Here is part of the code:

import pandas as pd
from utilsforecast.plotting import plot_series

import os
# Change output of cross-validation so it has the ids of the series as a column rather than as the index
os.environ['NIXTLA_ID_AS_COL'] = '1'

# See https://nixtlaverse.nixtla.io/neuralforecast/examples/getting_started.html
train_df = pd.read_csv('https://datasets-nixtla.s3.amazonaws.com/air-passengers.csv')
train_df.head()

# Forecasting horizon (number of time steps to forecast)
horizon = 12

from statsforecast import StatsForecast
from statsforecast.models import AutoARIMA

sf = StatsForecast(
    models=[AutoARIMA(season_length = 12)],
    freq='M',
)

sf.fit(train_df)

from mlforecast import MLForecast
from mlforecast.target_transforms import Differences
from sklearn.linear_model import LinearRegression

ml = MLForecast(
    models=LinearRegression(),
    freq='MS',  # our serie has a monthly frequency
    lags=[horizon],
    target_transforms=[Differences([1])],
)
ml.fit(train_df)

def predict_multiple(forecast_objs:list, horizon:int, test_df:pd.DataFrame, train_df:pd.DataFrame):
    if not(len(forecast_objs)): return
    preds = []
    pred_cols_ref = {}
    standard_cols = ['unique_id', 'ds'] # NeuralForecast standard columns
    standard_cols_idx = standard_cols+['index'] 
    for obj in forecast_objs:
        if isinstance(obj, StatsForecast):
            if not train_df[-horizon:].equals(test_df[-horizon:]):
                new_df = pd.concat(train_df, test_df)
                preds.append(obj.forecast(h=horizon,df=new_df).reset_index())
            else:
                preds.append(obj.predict(h=horizon).reset_index())
        elif isinstance(obj, NeuralForecast):
            preds.append(obj.predict(df=test_df).reset_index()) # Same horizon must have been passed when model was built
        elif isinstance(obj,MLForecast):
            print(test_df.reset_index())
            preds.append(obj.predict(new_df=test_df, h=horizon))
        else:
            raise TypeError('forecast_objs must be a list of <Neural,Stats,ML>Forecast instances', forecast_objs)
        # Store reference to current prediction dataframe in column dict
        for col in preds[-1].columns: 
            if col not in standard_cols_idx: pred_cols_ref[col] = preds[-1]
        
    #print(f'Prediction Shapes: Stats={pred_sf.shape}, ML={pred_ml.shape}, Neural={pred_nf.shape}')
        
    # Merge predictions 
    pred_wide = preds[0]
    for i in range(len(preds)):
        if i > 0:
            pred_wide = pred_wide.merge(preds[i], how='left', on=standard_cols)

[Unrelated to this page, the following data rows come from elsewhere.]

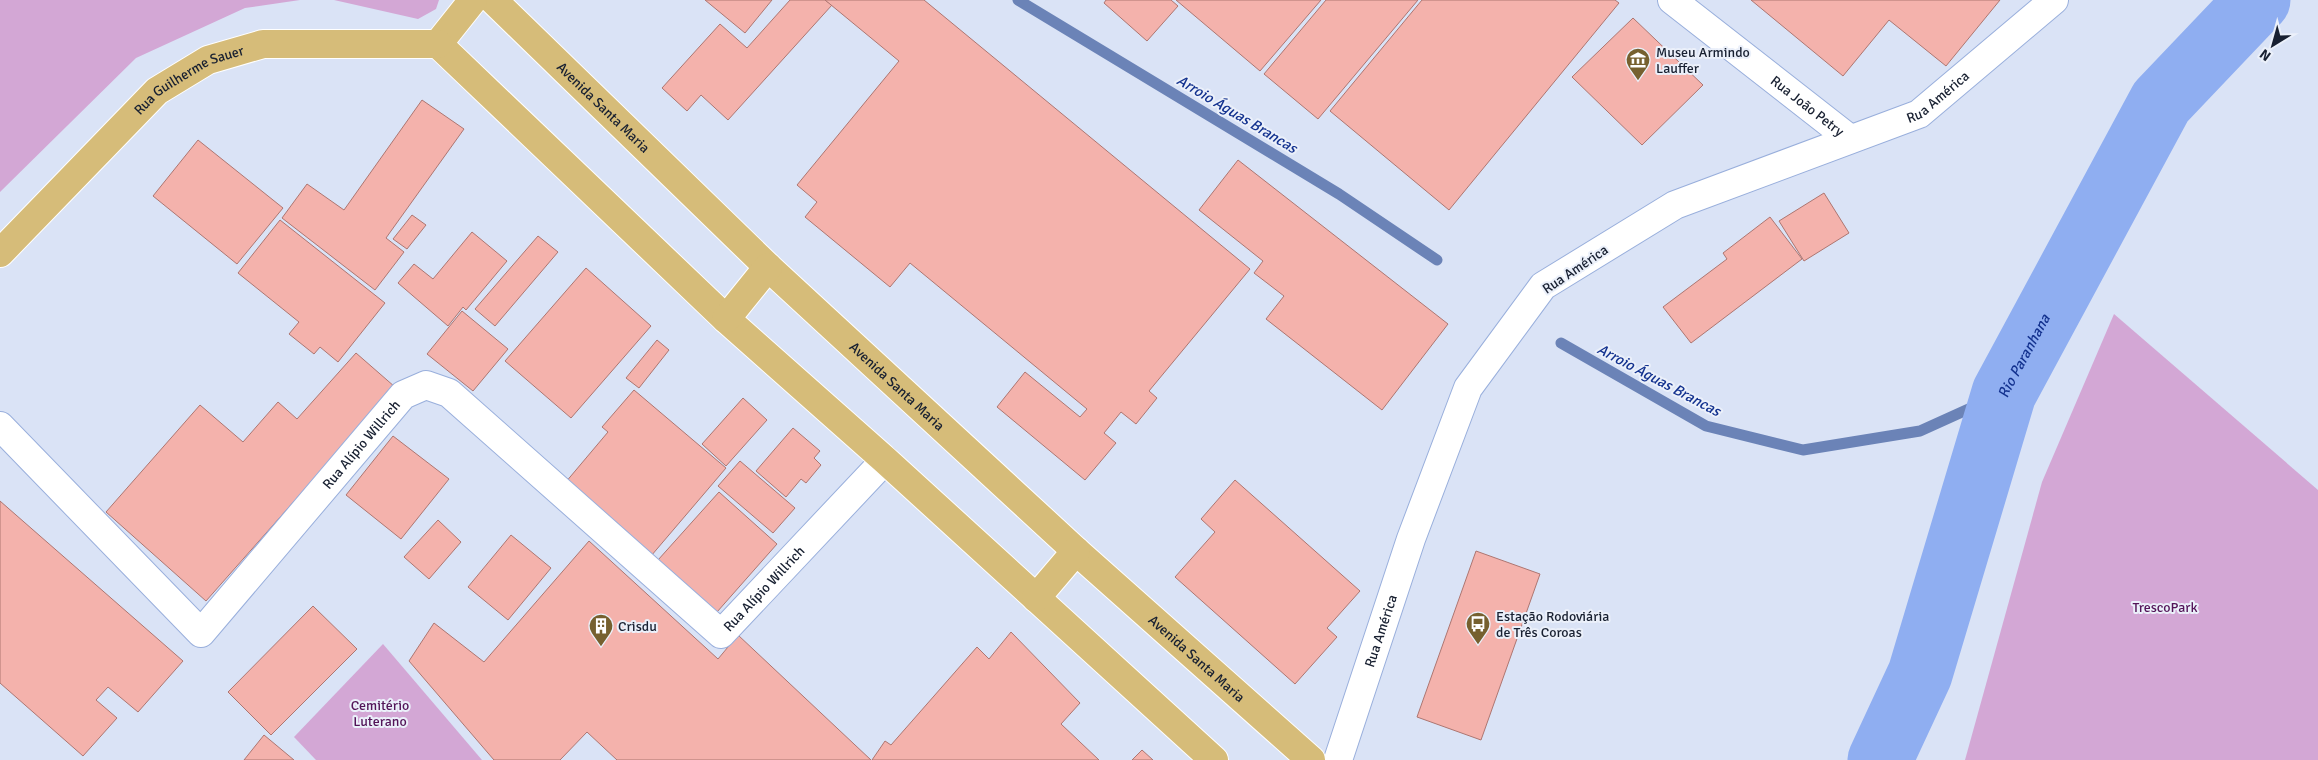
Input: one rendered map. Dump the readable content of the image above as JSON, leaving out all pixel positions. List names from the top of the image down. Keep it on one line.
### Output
{"streets":{"main road":["Rua Guilherme Sauer","Avenida Santa Maria"],"street":["Rua América","Rua João Petry","Rua Alípio Willrich"]},"crossings":[["Rua América","Rua João Petry"]],"water":["Arroio Águas Brancas","Rio Paranhana"],"parks":["TrescoPark","Cemitério Luterano"],"places":{"museum":["Museu Armindo Lauffer"],"bus stop":["Estação Rodoviária de Três Coroas"],"building":["Crisdu"]},"north":"bottom left"}
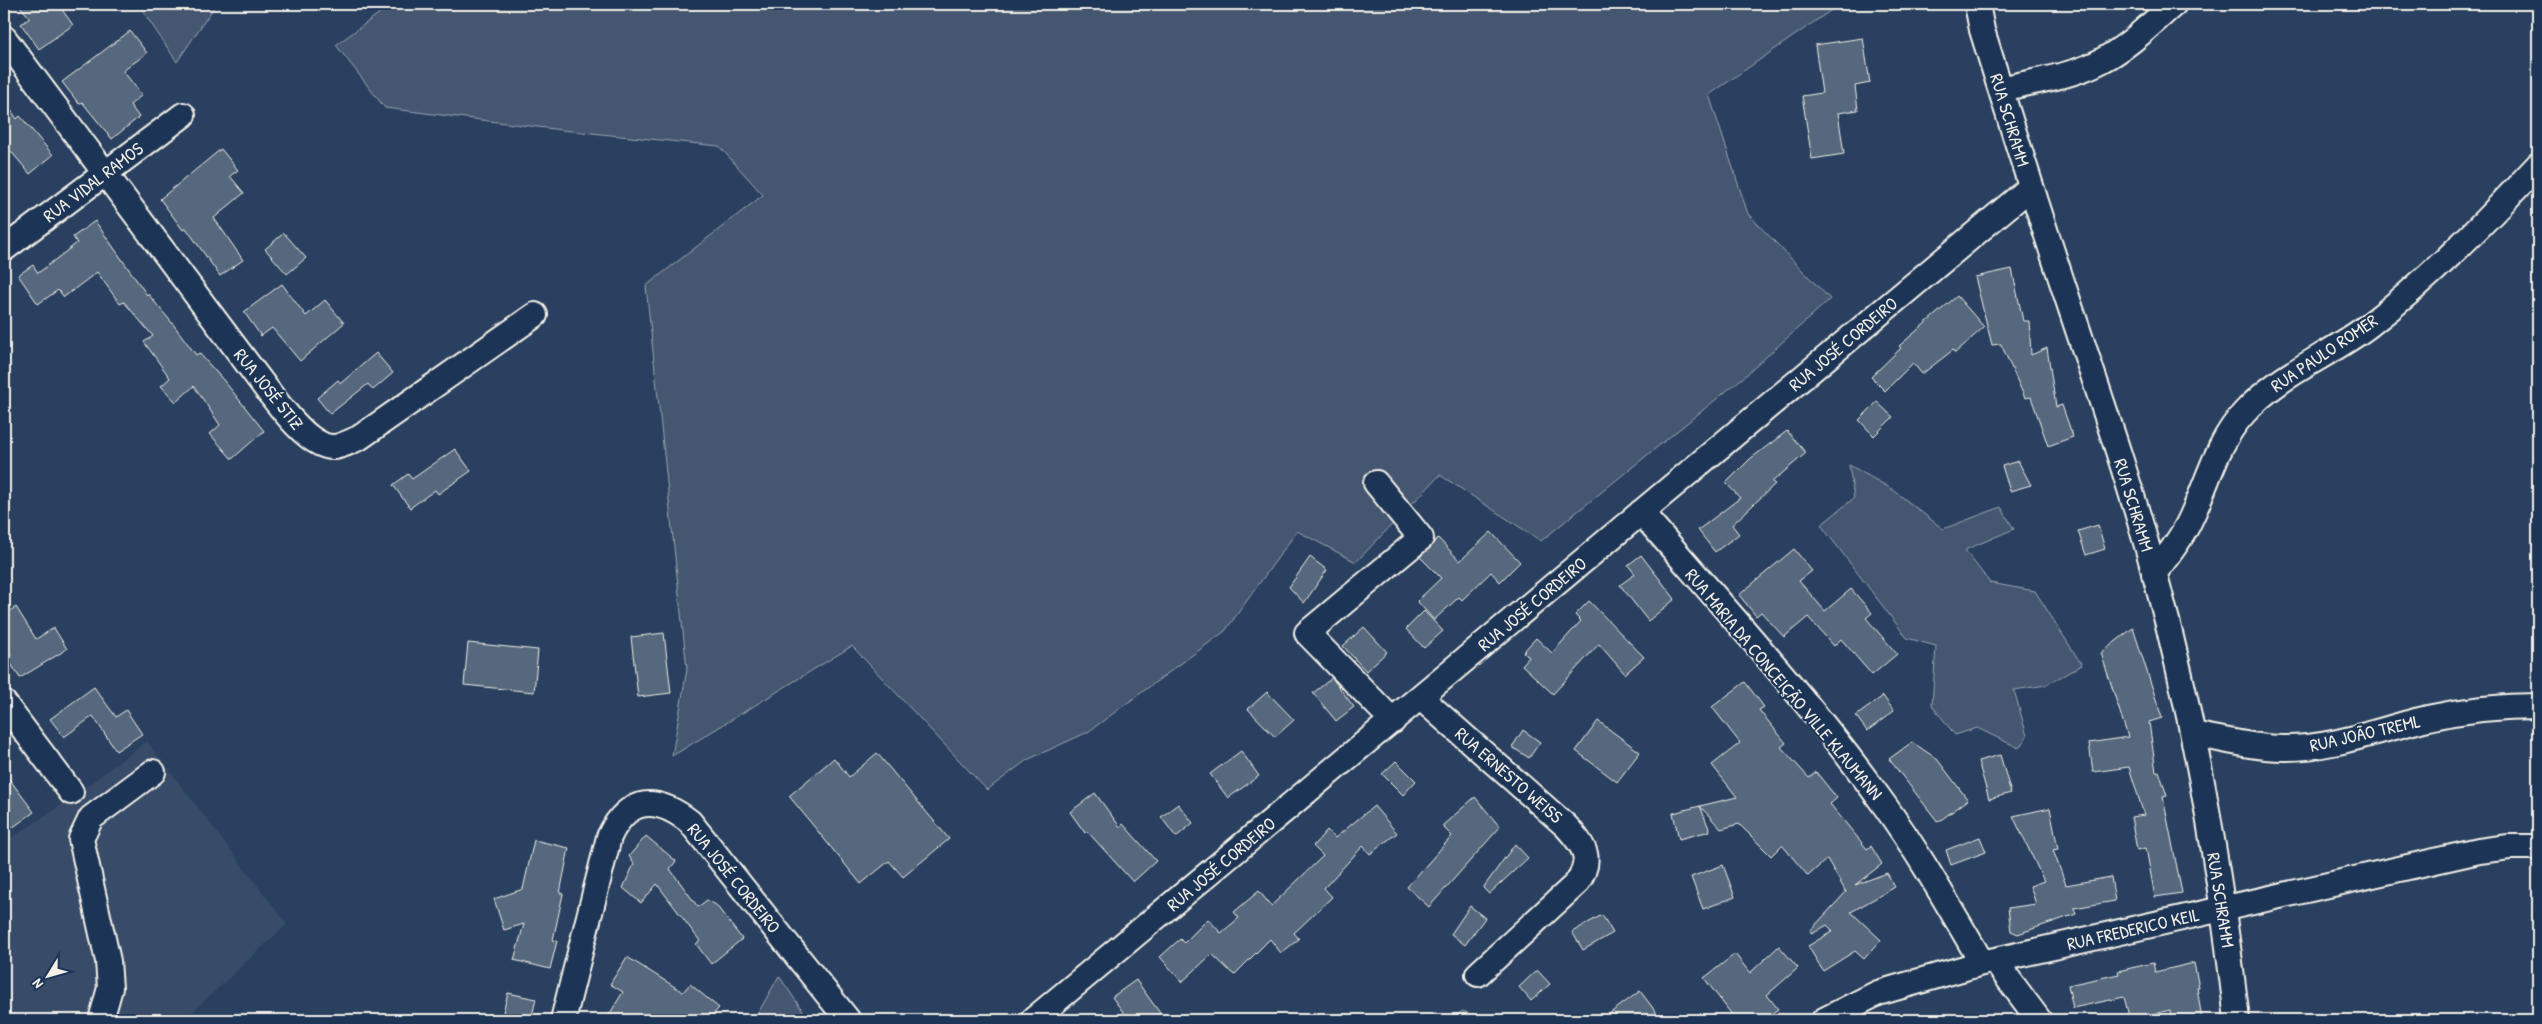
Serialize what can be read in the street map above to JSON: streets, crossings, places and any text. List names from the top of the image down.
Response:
{
  "streets": {
    "street": [
      "RUA SCHRAMM",
      "RUA VIDAL RAMOS",
      "RUA JOSÉ CORDEIRO",
      "RUA PAULO ROMER",
      "RUA JOSÉ STIZ",
      "RUA MARIA DA CONCEIÇÃO VILLE KLAUMANN",
      "RUA JOÃO TREML",
      "RUA ERNESTO WEISS",
      "RUA FREDERICO KEIL"
    ]
  },
  "crossings": [
    ["RUA SCHRAMM", "RUA JOSÉ CORDEIRO"],
    ["RUA SCHRAMM", "RUA PAULO ROMER"],
    ["RUA SCHRAMM", "RUA JOÃO TREML"],
    ["RUA SCHRAMM", "RUA FREDERICO KEIL"],
    ["RUA VIDAL RAMOS", "RUA JOSÉ STIZ"],
    ["RUA JOSÉ CORDEIRO", "RUA MARIA DA CONCEIÇÃO VILLE KLAUMANN"],
    ["RUA JOSÉ CORDEIRO", "RUA ERNESTO WEISS"],
    ["RUA MARIA DA CONCEIÇÃO VILLE KLAUMANN", "RUA FREDERICO KEIL"]
  ],
  "north": "bottom left"
}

    # Fill NaN in case values are lost during merge
    filtered_cols = [x for x in pred_wide.columns if x not in standard_cols_idx]
    for col in filtered_cols:
        print(col)
        pred_wide[col].fillna(pred_cols_ref[col][col])

    print(f'Merged Predictions Shape: {pred_wide.shape}')
    return pred_wide

pred_wide = predict_multiple([sf, ml], test_df=train_df[-12:], train_df=train_df, horizon=horizon)

pred_wide.head()

Thanks for the code. There are three issues when I'm running it, solving these three produces correct forecasts.

  1. You need to set the ds column to have datetime format, so insert the following line after train_df.head():
    train_df["ds"] = pd.to_datetime(train_df["ds"])
  2. You need to set frequency to M:
    ml = MLForecast(
        models=LinearRegression(),
        freq='M',  # our serie has a monthly frequency
        lags=[horizon],
        target_transforms=[Differences([1])],
    )
    
  3. You don't have to supply the test_df to the predict function, so this is what your predict function should look like:
    preds.append(obj.predict(h=horizon))

I'd advise you to read the end-to-end walkthrough of ML Forecast, which may help you avoid these and potential further issues.